In my first lesson I always set this position. I know it looks very simple—only kings and a couple pawns. But watching someone solve this position shows how someone understands endgames and positional understanding.

In the endgames, there are two most important principles: king activity and passed pawns. In order to win this position, you must to take into account both things. You need to describe a plan, step-by-step, in the right order.

The correct plan for White:


1. Move the king to the center.
2. Block pawns on the kingside.
3. Push pawns on the queenside and create a passed pawn.
4. Sacrifice passed pawn and move the king back to the kingside as the black king is fighting with White's queenside passed pawn.
5. Capture pawns on the kingside and promote a pawn to queen.
6. Checkmate with a queen.

Do you prefer to teach online or offline? What do you think is different about teaching online?

I definitely prefer to teach online. It is more convenient for both the student and coach. It is faster to set up the board with different problems. Since the lesson is online, you do not need to think about a suitable location for the lesson.

Tools like the interactive analysis chessboard (arrows, highlights) make the process of teaching very efficient. Another advantage is that students can choose from coaches all around the world, not just local teachers.

What do you consider the most valuable training tool that the internet provides?

There are many useful materials on the internet, but my favorite is Tactics Trainer. It gives you access to a huge amount of tactics that a competitive player should work on everyday. You do not need to buy new books, and you do not need to waste your time on setting up every puzzle. The best part is that you can train wherever and whenever you want to, even riding a bus.

I especially recommend Puzzle Rush; it is not only fun but educational.

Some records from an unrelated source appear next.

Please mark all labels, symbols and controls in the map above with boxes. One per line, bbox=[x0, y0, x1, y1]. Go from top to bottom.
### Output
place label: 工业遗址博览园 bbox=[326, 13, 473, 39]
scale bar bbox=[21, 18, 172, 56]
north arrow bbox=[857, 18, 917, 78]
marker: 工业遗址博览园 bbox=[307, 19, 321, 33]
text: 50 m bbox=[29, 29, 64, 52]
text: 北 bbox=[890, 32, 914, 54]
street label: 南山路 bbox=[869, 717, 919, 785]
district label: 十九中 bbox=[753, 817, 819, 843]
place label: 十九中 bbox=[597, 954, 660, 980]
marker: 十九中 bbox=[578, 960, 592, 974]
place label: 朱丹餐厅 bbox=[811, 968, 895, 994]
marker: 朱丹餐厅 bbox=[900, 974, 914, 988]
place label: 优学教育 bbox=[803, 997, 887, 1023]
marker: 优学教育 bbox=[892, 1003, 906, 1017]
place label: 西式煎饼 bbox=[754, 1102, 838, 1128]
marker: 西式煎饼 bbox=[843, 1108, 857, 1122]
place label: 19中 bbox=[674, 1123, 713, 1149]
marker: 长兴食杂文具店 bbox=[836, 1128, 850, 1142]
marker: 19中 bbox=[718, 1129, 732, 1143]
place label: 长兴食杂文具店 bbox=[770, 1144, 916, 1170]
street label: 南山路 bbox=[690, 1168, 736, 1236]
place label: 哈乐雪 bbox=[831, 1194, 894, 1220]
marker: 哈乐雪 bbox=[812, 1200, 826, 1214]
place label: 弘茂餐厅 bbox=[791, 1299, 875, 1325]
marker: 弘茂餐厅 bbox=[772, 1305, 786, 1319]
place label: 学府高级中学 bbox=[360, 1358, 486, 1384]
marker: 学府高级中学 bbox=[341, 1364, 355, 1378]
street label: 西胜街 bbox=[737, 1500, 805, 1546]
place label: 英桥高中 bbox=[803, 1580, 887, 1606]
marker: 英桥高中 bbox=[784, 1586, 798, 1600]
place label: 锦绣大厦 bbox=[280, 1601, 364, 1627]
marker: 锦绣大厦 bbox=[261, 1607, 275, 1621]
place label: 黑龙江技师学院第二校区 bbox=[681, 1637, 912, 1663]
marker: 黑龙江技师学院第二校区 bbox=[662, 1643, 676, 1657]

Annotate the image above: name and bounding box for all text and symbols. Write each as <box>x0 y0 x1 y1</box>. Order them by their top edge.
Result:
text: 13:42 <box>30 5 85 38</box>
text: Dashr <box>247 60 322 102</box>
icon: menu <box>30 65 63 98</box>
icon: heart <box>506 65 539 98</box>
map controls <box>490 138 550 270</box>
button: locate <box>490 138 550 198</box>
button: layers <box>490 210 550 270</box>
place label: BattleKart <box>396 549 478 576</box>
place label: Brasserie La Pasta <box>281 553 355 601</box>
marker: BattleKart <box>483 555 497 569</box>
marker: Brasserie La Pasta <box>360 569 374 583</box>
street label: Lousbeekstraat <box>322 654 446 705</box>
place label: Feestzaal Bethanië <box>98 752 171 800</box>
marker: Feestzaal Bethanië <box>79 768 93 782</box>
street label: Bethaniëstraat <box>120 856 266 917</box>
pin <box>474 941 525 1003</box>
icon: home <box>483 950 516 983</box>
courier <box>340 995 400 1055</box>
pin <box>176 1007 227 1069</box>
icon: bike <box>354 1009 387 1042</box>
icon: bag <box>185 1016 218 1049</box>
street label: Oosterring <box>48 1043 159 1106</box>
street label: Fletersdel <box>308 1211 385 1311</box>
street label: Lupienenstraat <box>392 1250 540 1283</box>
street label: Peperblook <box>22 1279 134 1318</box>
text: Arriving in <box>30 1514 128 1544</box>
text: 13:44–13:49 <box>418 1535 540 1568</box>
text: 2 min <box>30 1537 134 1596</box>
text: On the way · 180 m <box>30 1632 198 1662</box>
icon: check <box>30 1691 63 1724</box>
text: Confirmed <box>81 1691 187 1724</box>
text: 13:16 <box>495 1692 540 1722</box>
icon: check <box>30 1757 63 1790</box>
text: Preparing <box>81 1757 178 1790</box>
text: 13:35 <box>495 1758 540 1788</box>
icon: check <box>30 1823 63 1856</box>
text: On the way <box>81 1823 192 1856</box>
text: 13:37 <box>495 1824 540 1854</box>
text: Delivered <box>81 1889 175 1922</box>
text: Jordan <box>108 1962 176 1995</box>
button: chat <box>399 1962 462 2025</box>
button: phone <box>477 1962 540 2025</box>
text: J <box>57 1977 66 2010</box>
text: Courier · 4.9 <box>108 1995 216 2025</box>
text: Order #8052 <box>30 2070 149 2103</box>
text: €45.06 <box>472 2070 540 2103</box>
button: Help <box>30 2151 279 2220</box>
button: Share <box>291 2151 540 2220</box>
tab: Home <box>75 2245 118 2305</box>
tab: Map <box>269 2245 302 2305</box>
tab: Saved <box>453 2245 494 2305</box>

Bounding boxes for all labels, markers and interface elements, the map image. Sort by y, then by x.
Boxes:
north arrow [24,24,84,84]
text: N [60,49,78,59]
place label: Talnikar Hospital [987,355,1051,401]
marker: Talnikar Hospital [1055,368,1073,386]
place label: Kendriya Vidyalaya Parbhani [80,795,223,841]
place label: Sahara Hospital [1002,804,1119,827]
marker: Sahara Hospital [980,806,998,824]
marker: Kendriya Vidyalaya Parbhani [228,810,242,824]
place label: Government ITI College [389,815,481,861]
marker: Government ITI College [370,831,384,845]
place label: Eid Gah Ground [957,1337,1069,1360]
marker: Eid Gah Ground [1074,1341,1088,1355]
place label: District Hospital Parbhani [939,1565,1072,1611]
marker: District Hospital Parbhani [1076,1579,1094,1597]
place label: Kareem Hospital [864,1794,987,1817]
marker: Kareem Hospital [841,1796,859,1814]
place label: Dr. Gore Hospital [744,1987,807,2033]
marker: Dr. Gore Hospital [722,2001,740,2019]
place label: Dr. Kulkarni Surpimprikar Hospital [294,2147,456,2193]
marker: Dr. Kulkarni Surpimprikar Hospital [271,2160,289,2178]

You need to find a solution under time pressure. At the beginning of each Puzzle Rush attempt, there are easy tactics—easy tactics are around 90 percent of all tactics in practical games. You can learn how to recognize them immediately.

Which underappreciated chess book should every chess player read?

One of my favorite chess books, which I encourage every player to read, is Think Like A Grandmaster by Alexander Kotow. The author explains the most important thing in chess: how to create a plan. I admire the book so much that it inspires my streams on Twitch: Think Like an International Master.